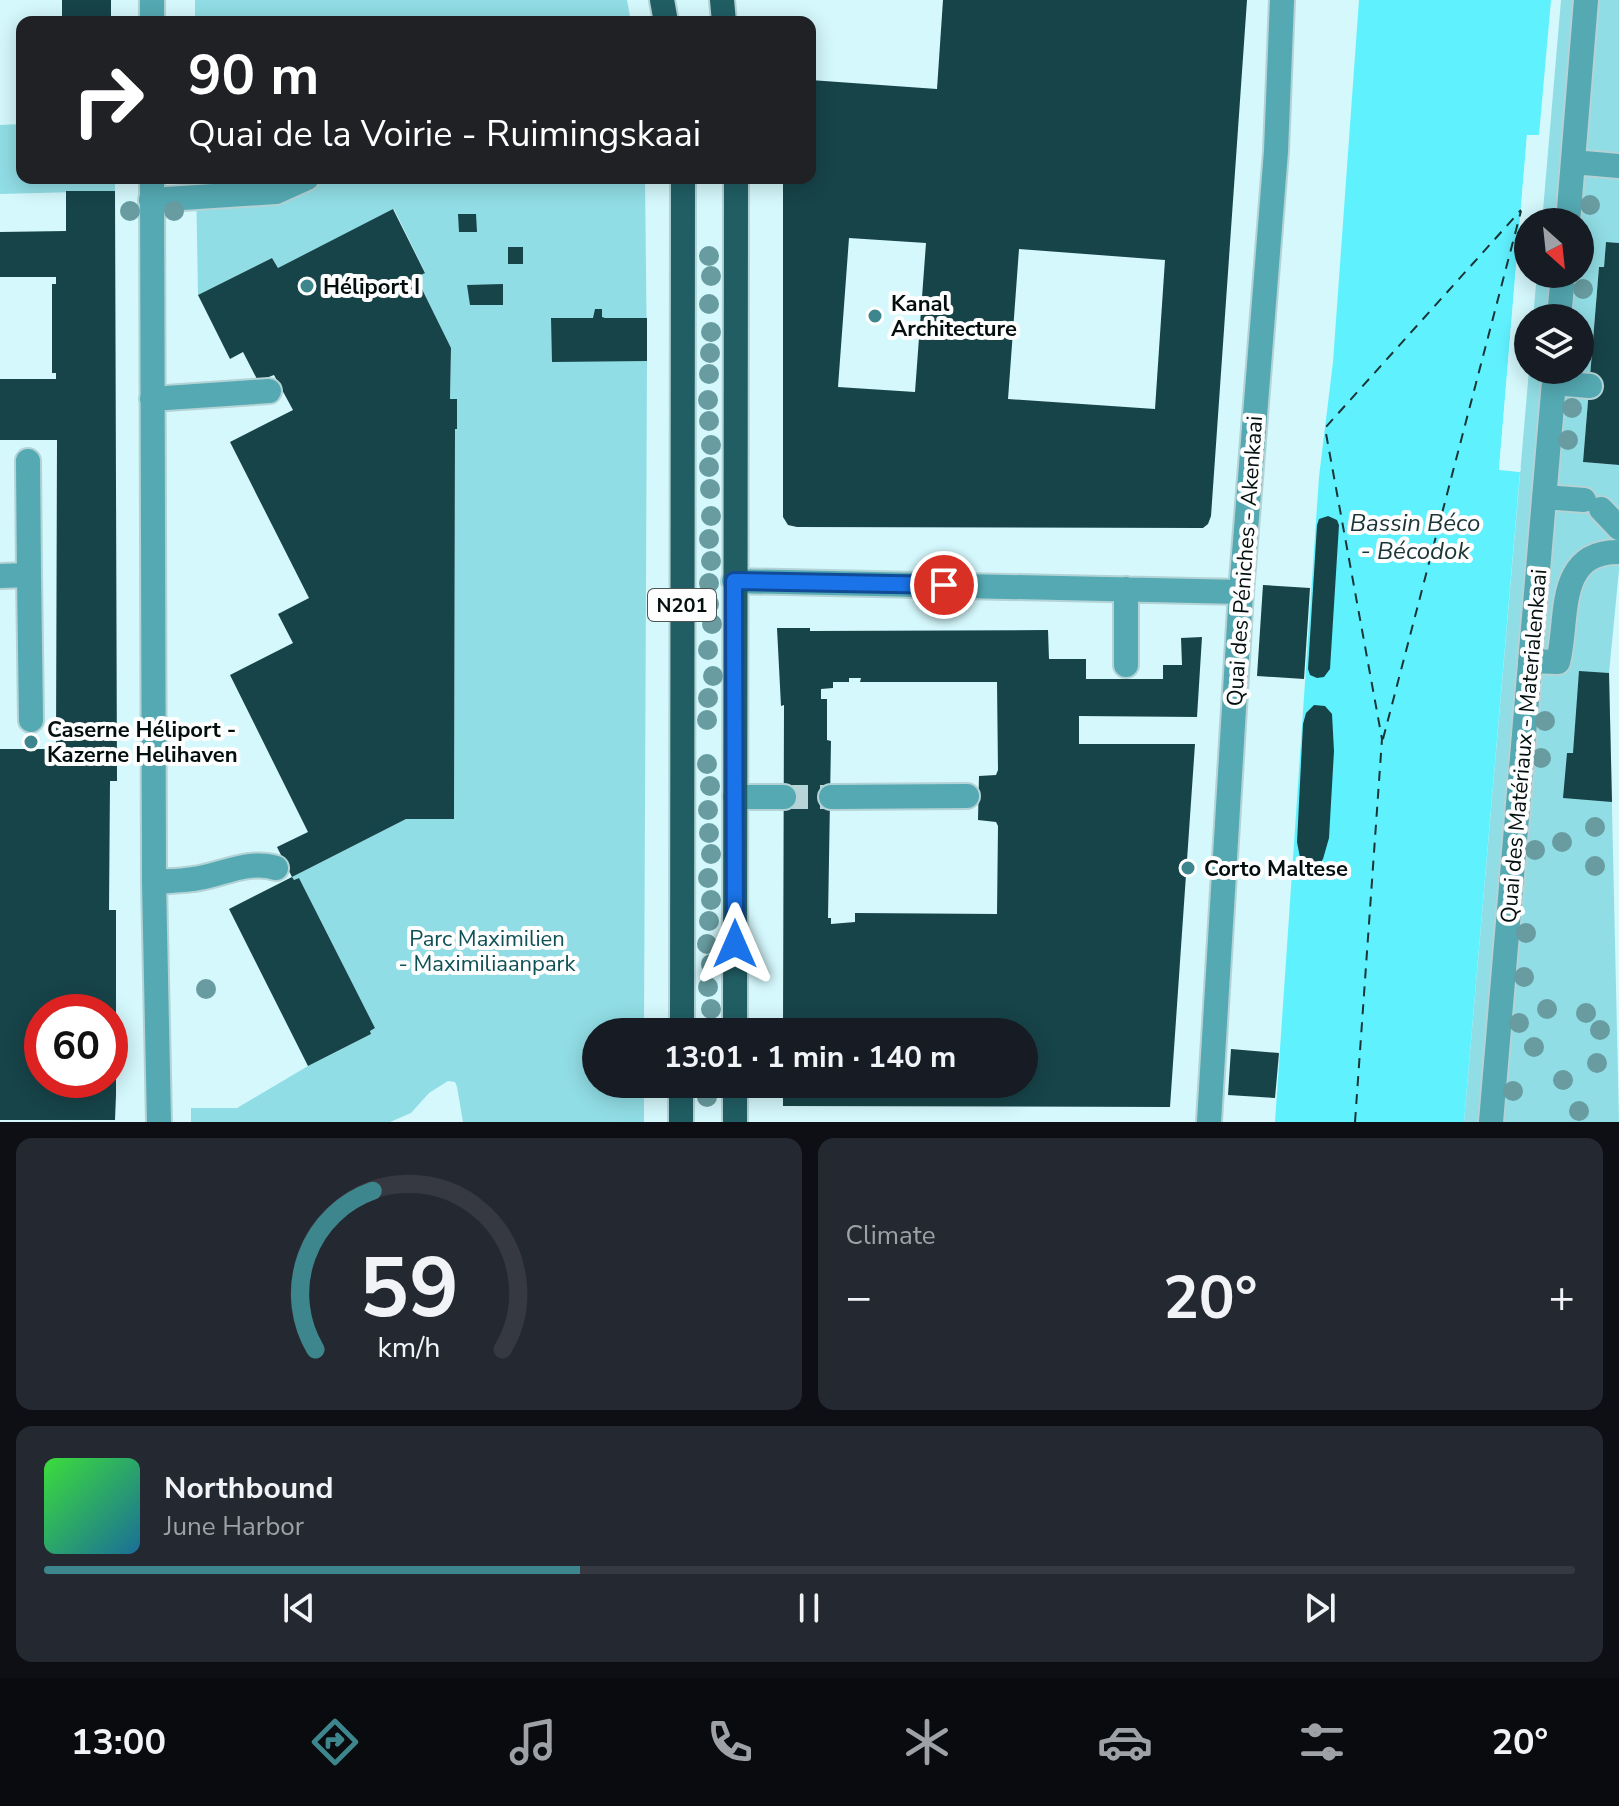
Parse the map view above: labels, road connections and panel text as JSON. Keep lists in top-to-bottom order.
{
  "streets": {
    "main road": ["N201"],
    "street": ["Quai des Péniches - Akenkaai", "Quai des Matériaux - Materialenkaai"]
  },
  "water": ["Bassin Béco - Bécodok"],
  "parks": ["Parc Maximilien - Maximiliaanpark"],
  "places": [
    "Héliport I",
    "Kanal Architecture",
    "Caserne Héliport - Kazerne Helihaven",
    "Corto Maltese"
  ],
  "north": "bottom right",
  "page": {
    "turn": ["90 m", "Quai de la Voirie - Ruimingskaai"],
    "limit": "60",
    "trip": "13:01 · 1 min · 140 m",
    "tile": "Climate",
    "heat": ["−", "20°", "+"],
    "song": ["Northbound", "June Harbor"],
    "tabs": ["13:00", "20°"],
    "gauge": ["59", "km/h"]
  }
}
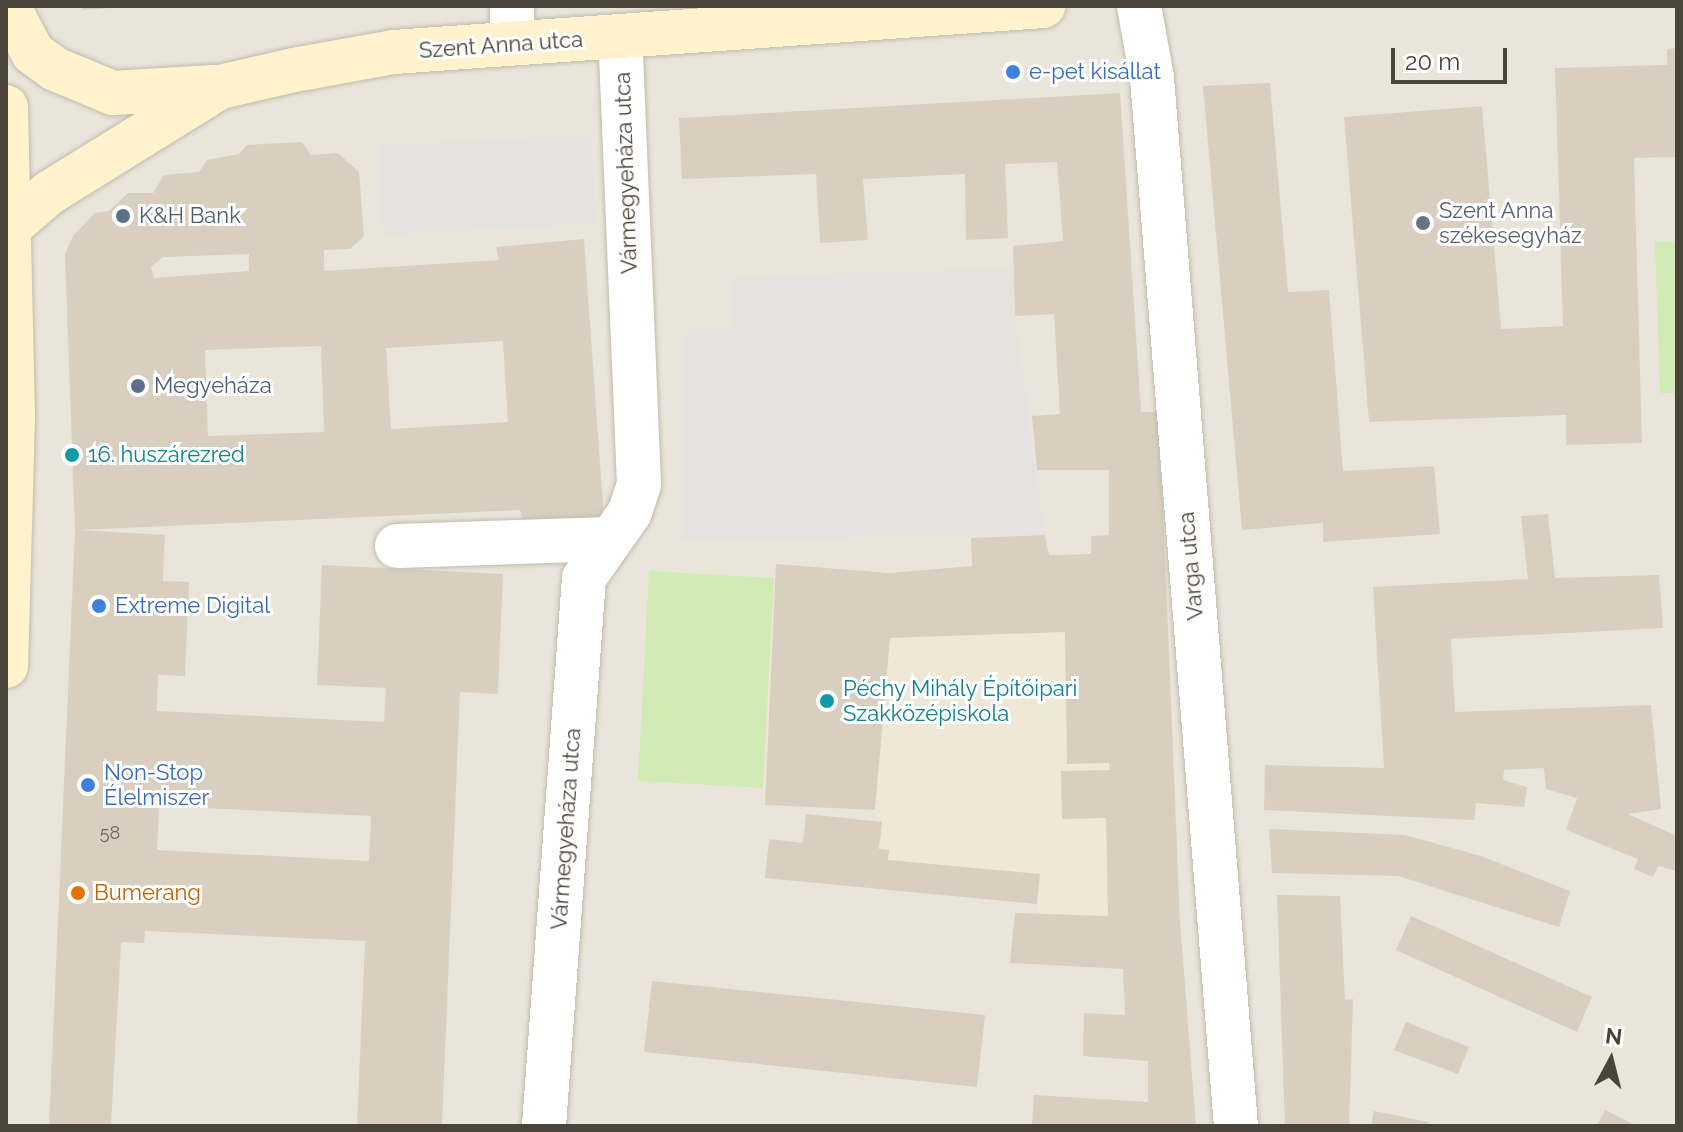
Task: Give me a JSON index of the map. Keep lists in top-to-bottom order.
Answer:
{
  "streets": {
    "street": ["Szent Anna utca", "Vármegyeháza utca", "Varga utca"]
  },
  "crossings": [
    ["Szent Anna utca", "Vármegyeháza utca"]
  ],
  "places": [
    "e-pet kisállat",
    "K&H Bank",
    "Szent Anna székesegyház",
    "Megyeháza",
    "16. huszárezred",
    "Extreme Digital",
    "Péchy Mihály Építőipari Szakközépiskola",
    "Non-Stop Élelmiszer",
    "Bumerang"
  ],
  "house_numbers": ["58"],
  "scale_bar": "20 m",
  "north": "top"
}
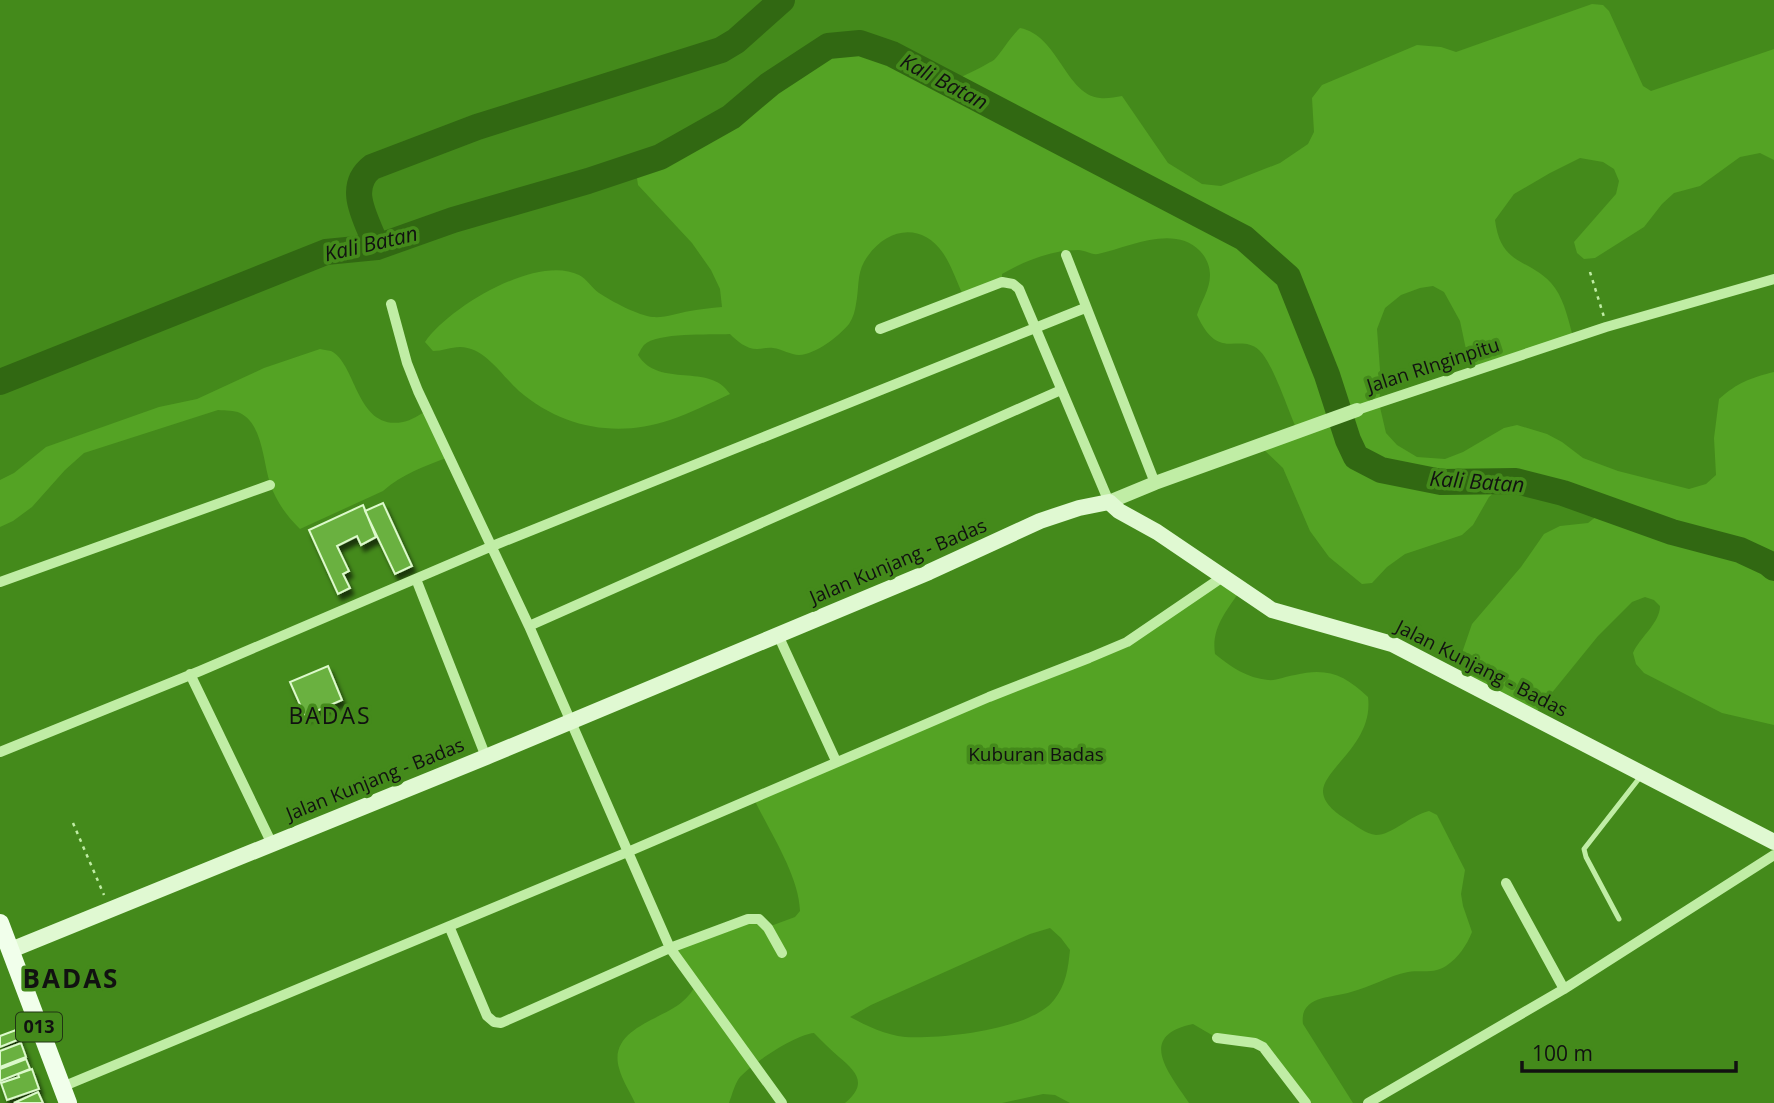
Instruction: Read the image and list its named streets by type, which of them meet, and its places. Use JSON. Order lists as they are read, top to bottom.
{
  "streets": {
    "main road": ["Jalan Kunjang - Badas", "013"],
    "street": ["Jalan RInginpitu"]
  },
  "crossings": [
    ["Jalan RInginpitu", "Jalan Kunjang - Badas"],
    ["Jalan Kunjang - Badas", "013"]
  ],
  "districts": ["BADAS", "BADAS"],
  "water": ["Kali Batan"],
  "parks": ["Kuburan Badas"],
  "scale_bar": "100 m"
}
# # # # #
PROBLEM TO SOLVE: The entries above need to be transcribed exactly, with the images left out.

TASK OUTPUT:
Parse the map view above: labels, road connections and panel text as JSON. Keep lists in top-to-bottom order.
{
  "streets": {
    "main road": ["N201"],
    "street": ["Quai des Péniches - Akenkaai", "Quai des Matériaux - Materialenkaai"]
  },
  "water": ["Bassin Béco - Bécodok"],
  "parks": ["Parc Maximilien - Maximiliaanpark"],
  "places": [
    "Héliport I",
    "Kanal Architecture",
    "Caserne Héliport - Kazerne Helihaven",
    "Corto Maltese"
  ],
  "north": "bottom right",
  "page": {
    "turn": ["90 m", "Quai de la Voirie - Ruimingskaai"],
    "limit": "60",
    "trip": "13:01 · 1 min · 140 m",
    "tile": "Climate",
    "heat": ["−", "20°", "+"],
    "song": ["Northbound", "June Harbor"],
    "tabs": ["13:00", "20°"],
    "gauge": ["59", "km/h"]
  }
}
Task: Give me a JSON index of the map. Keep lists in top-to-bottom order.
Answer:
{
  "streets": {
    "street": ["Szent Anna utca", "Vármegyeháza utca", "Varga utca"]
  },
  "crossings": [
    ["Szent Anna utca", "Vármegyeháza utca"]
  ],
  "places": [
    "e-pet kisállat",
    "K&H Bank",
    "Szent Anna székesegyház",
    "Megyeháza",
    "16. huszárezred",
    "Extreme Digital",
    "Péchy Mihály Építőipari Szakközépiskola",
    "Non-Stop Élelmiszer",
    "Bumerang"
  ],
  "house_numbers": ["58"],
  "scale_bar": "20 m",
  "north": "top"
}
Instruction: Read the image and list its named streets by type, which of them meet, and its places. Use JSON. Order lists as they are read, top to bottom.
{
  "streets": {
    "main road": ["Jalan Kunjang - Badas", "013"],
    "street": ["Jalan RInginpitu"]
  },
  "crossings": [
    ["Jalan RInginpitu", "Jalan Kunjang - Badas"],
    ["Jalan Kunjang - Badas", "013"]
  ],
  "districts": ["BADAS", "BADAS"],
  "water": ["Kali Batan"],
  "parks": ["Kuburan Badas"],
  "scale_bar": "100 m"
}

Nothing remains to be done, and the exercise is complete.